▶ EXERCISE
For the records below, say how many lines contain the string "Math". Give the number only.

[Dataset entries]
****************
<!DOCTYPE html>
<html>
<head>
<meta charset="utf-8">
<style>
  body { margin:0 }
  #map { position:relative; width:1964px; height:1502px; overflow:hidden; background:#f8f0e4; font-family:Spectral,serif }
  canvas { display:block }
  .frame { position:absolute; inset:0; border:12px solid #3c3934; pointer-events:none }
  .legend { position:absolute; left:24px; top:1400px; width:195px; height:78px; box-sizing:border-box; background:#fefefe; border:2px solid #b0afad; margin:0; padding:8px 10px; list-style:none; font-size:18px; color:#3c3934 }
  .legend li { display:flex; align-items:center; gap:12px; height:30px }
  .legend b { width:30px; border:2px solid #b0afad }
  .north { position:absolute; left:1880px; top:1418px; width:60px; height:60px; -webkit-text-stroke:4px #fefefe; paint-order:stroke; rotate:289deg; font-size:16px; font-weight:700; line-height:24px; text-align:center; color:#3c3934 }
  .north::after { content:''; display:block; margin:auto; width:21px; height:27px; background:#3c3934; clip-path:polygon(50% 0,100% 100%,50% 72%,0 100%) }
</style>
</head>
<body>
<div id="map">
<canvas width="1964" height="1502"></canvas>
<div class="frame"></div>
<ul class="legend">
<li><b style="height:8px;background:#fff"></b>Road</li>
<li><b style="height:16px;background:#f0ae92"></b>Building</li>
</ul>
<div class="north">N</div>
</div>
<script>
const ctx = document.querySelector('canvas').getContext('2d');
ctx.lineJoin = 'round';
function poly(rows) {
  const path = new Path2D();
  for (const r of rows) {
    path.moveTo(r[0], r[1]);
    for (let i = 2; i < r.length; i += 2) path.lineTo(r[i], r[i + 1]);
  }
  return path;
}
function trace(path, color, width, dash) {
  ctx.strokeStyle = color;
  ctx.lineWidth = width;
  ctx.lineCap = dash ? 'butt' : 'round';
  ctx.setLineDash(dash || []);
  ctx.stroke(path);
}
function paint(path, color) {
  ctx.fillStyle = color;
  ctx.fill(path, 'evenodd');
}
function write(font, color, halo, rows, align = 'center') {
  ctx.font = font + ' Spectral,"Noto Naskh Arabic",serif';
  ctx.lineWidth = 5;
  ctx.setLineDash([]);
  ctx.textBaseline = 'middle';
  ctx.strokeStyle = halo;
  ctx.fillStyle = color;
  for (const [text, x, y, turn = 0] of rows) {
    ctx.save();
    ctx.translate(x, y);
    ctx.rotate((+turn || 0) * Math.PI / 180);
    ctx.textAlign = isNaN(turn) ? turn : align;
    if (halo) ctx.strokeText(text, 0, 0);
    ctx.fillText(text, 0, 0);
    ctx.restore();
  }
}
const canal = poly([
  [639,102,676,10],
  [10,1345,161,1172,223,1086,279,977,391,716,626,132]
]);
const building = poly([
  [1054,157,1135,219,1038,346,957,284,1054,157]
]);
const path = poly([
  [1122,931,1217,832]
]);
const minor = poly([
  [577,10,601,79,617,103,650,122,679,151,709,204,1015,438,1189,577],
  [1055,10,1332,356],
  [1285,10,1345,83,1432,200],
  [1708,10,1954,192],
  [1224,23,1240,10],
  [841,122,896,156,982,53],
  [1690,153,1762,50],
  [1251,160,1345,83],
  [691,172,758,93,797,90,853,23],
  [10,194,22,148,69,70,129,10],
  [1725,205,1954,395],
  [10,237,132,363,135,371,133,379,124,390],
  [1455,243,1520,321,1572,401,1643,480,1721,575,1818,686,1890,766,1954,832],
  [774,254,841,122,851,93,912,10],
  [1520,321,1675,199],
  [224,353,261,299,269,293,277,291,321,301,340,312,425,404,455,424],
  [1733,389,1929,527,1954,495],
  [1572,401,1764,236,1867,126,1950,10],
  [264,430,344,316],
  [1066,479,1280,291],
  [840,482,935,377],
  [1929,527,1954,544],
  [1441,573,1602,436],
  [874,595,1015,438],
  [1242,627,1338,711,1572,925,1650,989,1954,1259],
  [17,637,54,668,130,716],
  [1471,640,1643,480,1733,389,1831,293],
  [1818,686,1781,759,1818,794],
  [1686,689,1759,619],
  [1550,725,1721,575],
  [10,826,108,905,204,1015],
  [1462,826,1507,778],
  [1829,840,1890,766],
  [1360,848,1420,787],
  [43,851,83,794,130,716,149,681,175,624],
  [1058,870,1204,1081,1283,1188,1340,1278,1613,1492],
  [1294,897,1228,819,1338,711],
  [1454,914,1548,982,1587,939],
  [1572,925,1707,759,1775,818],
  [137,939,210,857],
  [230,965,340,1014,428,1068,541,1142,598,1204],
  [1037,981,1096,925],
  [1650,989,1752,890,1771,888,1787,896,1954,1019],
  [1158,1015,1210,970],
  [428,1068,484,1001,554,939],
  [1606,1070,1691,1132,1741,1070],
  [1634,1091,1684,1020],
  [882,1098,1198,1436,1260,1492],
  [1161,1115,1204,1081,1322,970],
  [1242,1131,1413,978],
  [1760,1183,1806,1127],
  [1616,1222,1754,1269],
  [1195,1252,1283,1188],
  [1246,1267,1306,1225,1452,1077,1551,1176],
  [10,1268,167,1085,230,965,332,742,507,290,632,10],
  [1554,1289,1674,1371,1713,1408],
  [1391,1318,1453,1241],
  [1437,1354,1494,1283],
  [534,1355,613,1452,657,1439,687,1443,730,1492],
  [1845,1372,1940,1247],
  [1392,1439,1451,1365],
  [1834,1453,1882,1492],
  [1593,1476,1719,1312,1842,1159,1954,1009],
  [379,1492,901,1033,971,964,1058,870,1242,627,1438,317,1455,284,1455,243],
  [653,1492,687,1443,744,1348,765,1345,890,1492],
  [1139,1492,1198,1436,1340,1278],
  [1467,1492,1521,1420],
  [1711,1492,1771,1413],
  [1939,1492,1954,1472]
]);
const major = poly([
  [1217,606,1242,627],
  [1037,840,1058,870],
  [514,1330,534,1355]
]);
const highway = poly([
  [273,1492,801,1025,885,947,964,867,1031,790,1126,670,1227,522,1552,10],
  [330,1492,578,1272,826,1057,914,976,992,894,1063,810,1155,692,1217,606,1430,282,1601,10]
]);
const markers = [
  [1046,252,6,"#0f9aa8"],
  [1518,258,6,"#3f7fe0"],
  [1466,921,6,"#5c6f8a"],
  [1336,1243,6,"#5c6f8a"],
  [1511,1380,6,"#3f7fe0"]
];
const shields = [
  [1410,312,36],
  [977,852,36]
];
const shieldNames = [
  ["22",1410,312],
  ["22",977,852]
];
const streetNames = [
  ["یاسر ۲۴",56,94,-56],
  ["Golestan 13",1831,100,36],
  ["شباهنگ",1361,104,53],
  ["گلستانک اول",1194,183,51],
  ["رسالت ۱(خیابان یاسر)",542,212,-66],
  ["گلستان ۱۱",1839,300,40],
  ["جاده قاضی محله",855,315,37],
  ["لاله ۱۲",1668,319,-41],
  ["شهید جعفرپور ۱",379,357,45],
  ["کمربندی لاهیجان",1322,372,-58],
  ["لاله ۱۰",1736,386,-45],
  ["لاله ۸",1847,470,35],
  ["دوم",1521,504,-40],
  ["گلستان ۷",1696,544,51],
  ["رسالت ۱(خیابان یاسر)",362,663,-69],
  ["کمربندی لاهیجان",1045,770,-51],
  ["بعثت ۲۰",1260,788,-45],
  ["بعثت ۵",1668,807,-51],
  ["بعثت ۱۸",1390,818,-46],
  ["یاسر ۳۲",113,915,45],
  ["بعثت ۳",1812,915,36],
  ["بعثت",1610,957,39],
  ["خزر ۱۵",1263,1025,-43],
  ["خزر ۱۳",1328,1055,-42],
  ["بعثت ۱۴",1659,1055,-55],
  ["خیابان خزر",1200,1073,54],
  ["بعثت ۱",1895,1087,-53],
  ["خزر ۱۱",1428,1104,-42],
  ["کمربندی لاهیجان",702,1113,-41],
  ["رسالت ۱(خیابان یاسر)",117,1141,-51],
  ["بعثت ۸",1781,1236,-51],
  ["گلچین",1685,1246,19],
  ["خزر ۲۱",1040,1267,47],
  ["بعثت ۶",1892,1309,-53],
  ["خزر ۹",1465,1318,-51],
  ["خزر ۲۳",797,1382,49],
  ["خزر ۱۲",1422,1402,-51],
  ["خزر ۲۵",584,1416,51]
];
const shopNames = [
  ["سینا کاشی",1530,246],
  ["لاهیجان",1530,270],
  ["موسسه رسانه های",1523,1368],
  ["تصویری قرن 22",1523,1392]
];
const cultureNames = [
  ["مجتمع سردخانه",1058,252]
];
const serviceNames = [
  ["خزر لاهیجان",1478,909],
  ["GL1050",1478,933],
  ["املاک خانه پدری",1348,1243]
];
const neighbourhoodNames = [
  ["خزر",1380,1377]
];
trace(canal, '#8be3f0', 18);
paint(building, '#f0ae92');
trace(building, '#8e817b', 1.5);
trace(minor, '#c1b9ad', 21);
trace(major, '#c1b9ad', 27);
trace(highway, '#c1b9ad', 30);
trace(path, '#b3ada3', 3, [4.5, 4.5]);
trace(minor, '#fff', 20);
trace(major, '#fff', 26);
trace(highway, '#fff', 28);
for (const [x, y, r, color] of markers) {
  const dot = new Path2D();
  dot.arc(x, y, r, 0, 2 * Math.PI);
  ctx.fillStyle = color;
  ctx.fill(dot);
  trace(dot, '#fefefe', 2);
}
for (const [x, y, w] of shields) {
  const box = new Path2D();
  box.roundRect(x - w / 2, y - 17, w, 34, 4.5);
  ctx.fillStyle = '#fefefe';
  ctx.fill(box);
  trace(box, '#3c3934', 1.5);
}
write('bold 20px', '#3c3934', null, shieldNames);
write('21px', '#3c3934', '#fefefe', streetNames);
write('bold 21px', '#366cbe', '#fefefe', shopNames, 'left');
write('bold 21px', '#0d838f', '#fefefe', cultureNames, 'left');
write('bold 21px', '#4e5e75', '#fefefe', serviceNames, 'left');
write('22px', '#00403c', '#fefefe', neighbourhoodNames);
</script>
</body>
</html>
****************
▶ WRITTEN ANSWER
2